Start of Block

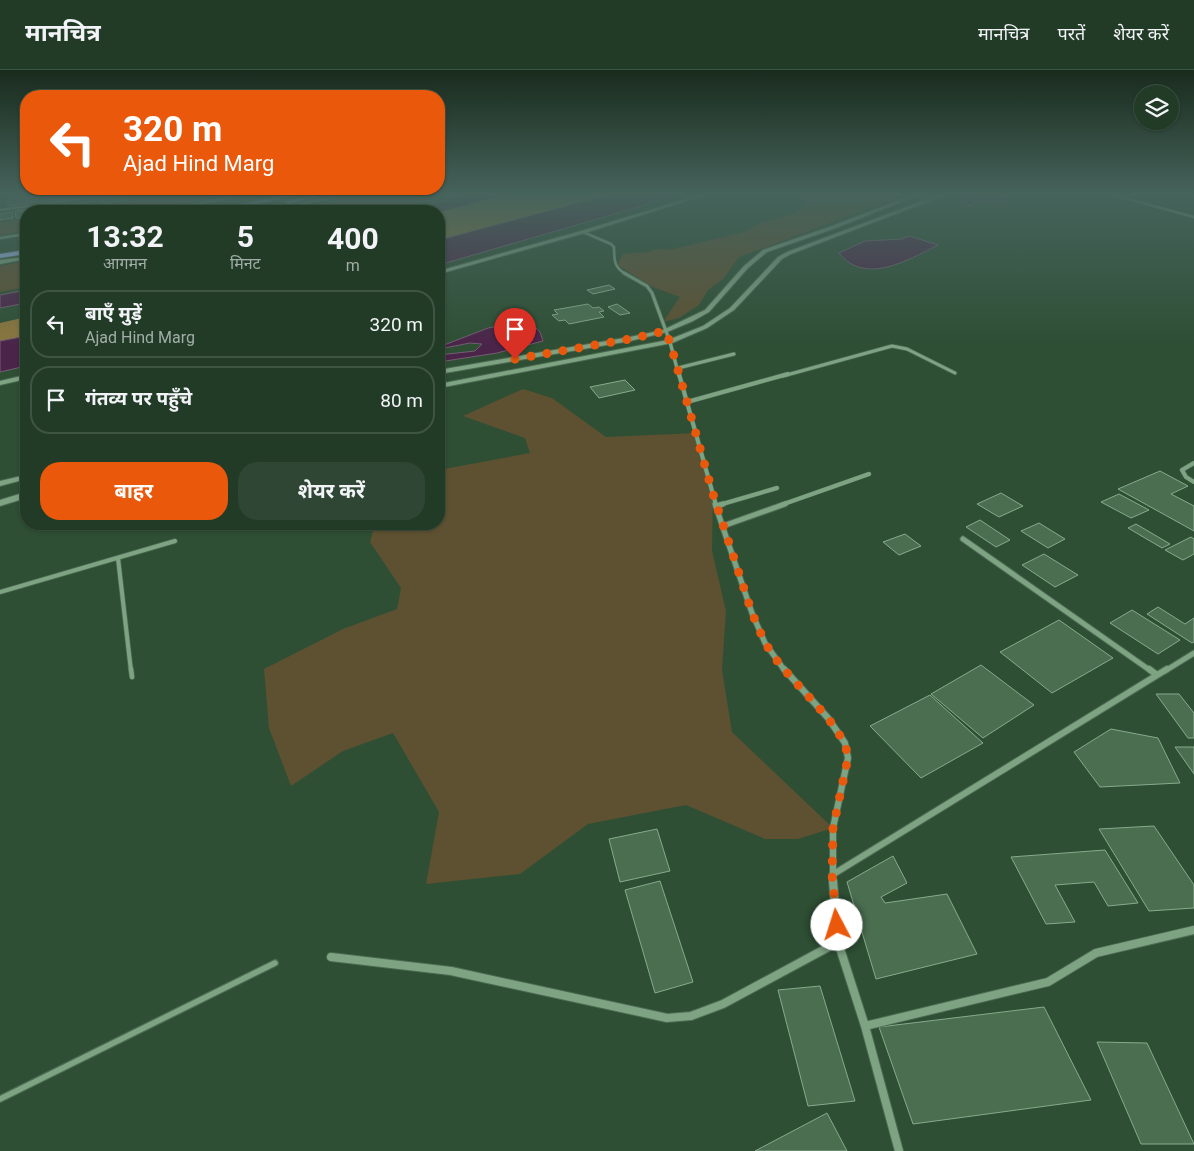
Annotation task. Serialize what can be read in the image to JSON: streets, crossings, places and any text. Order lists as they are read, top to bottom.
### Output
{
  "page": {
    "header": "मानचित्र",
    "nav": ["मानचित्र", "परतें", "शेयर करें"],
    "turn": ["320 m", "Ajad Hind Marg"],
    "eta": [
      "13:32",
      "आगमन",
      "5",
      "मिनट",
      "400",
      "m"
    ],
    "list": [
      {
        "name": "बाएँ मुड़ें",
        "note": "Ajad Hind Marg",
        "value": "320 m"
      },
      {
        "name": "गंतव्य पर पहुँचे",
        "value": "80 m"
      }
    ],
    "buttons": ["बाहर", "शेयर करें"]
  }
}
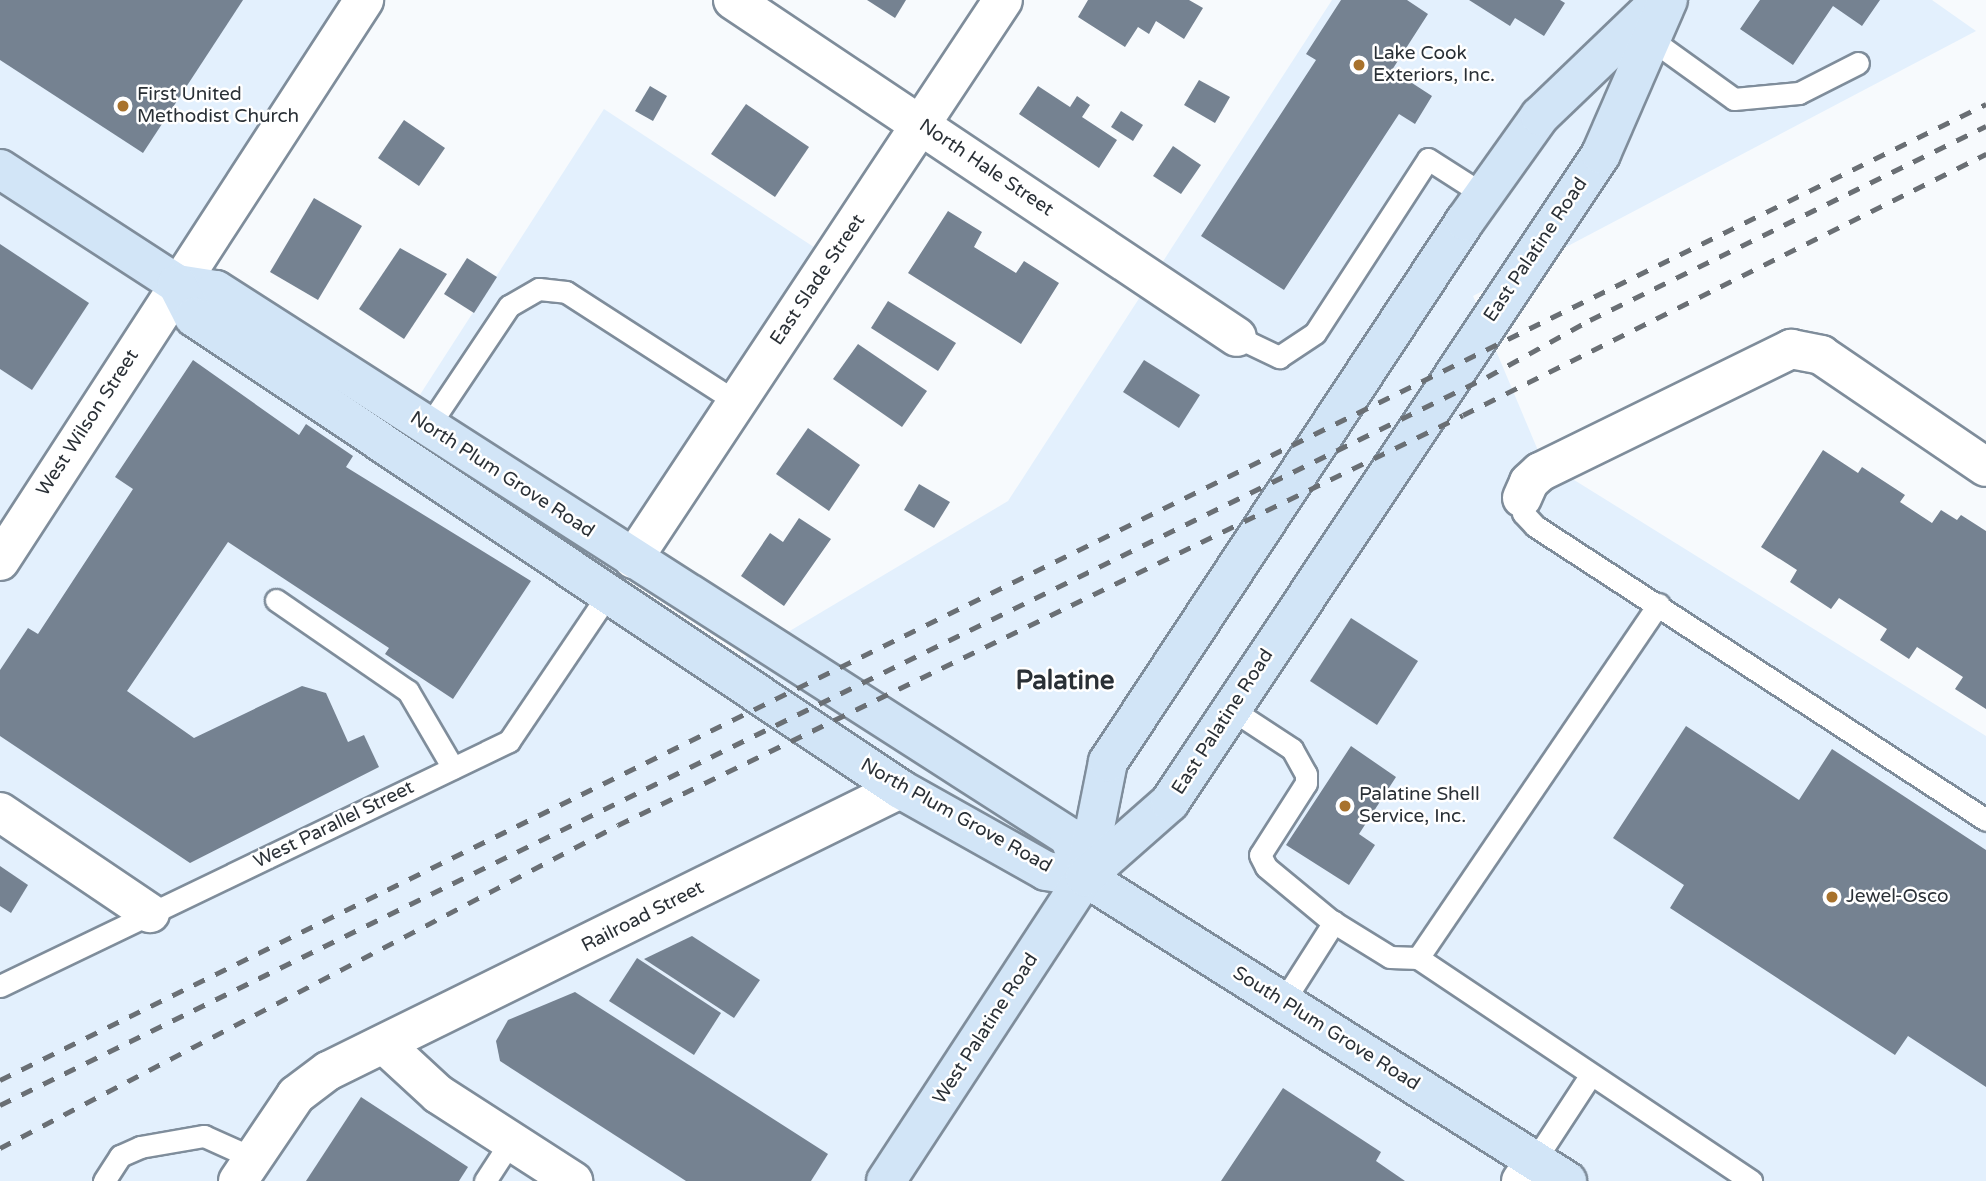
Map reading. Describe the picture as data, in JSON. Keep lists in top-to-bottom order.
{
  "streets": {
    "main road": [
      "East Palatine Road",
      "North Plum Grove Road",
      "West Palatine Road",
      "South Plum Grove Road"
    ],
    "street": [
      "North Hale Street",
      "East Slade Street",
      "West Wilson Street",
      "Railroad Street"
    ],
    "lane": ["West Parallel Street"]
  },
  "crossings": [
    ["North Hale Street", "East Slade Street"],
    ["East Palatine Road", "North Plum Grove Road"],
    ["East Palatine Road", "West Palatine Road"],
    ["East Palatine Road", "South Plum Grove Road"],
    ["East Slade Street", "North Plum Grove Road"],
    ["West Wilson Street", "North Plum Grove Road"],
    ["North Plum Grove Road", "West Parallel Street"],
    ["North Plum Grove Road", "Railroad Street"],
    ["North Plum Grove Road", "West Palatine Road"],
    ["North Plum Grove Road", "South Plum Grove Road"],
    ["West Palatine Road", "South Plum Grove Road"]
  ],
  "districts": ["Palatine"],
  "places": [
    "Lake Cook Exteriors, Inc.",
    "First United Methodist Church",
    "Palatine Shell Service, Inc.",
    "Jewel-Osco"
  ]
}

End of Block

(WHAT THIS TASK INVOLVES):
Give back every record above exactly as written, skipping each picture.

(SOLUTION):
Annotation task. Serialize what can be read in the image to JSON: streets, crossings, places and any text. Order lists as they are read, top to bottom.
### Output
{
  "page": {
    "header": "मानचित्र",
    "nav": ["मानचित्र", "परतें", "शेयर करें"],
    "turn": ["320 m", "Ajad Hind Marg"],
    "eta": [
      "13:32",
      "आगमन",
      "5",
      "मिनट",
      "400",
      "m"
    ],
    "list": [
      {
        "name": "बाएँ मुड़ें",
        "note": "Ajad Hind Marg",
        "value": "320 m"
      },
      {
        "name": "गंतव्य पर पहुँचे",
        "value": "80 m"
      }
    ],
    "buttons": ["बाहर", "शेयर करें"]
  }
}
Map reading. Describe the picture as data, in JSON. Keep lists in top-to-bottom order.
{
  "streets": {
    "main road": [
      "East Palatine Road",
      "North Plum Grove Road",
      "West Palatine Road",
      "South Plum Grove Road"
    ],
    "street": [
      "North Hale Street",
      "East Slade Street",
      "West Wilson Street",
      "Railroad Street"
    ],
    "lane": ["West Parallel Street"]
  },
  "crossings": [
    ["North Hale Street", "East Slade Street"],
    ["East Palatine Road", "North Plum Grove Road"],
    ["East Palatine Road", "West Palatine Road"],
    ["East Palatine Road", "South Plum Grove Road"],
    ["East Slade Street", "North Plum Grove Road"],
    ["West Wilson Street", "North Plum Grove Road"],
    ["North Plum Grove Road", "West Parallel Street"],
    ["North Plum Grove Road", "Railroad Street"],
    ["North Plum Grove Road", "West Palatine Road"],
    ["North Plum Grove Road", "South Plum Grove Road"],
    ["West Palatine Road", "South Plum Grove Road"]
  ],
  "districts": ["Palatine"],
  "places": [
    "Lake Cook Exteriors, Inc.",
    "First United Methodist Church",
    "Palatine Shell Service, Inc.",
    "Jewel-Osco"
  ]
}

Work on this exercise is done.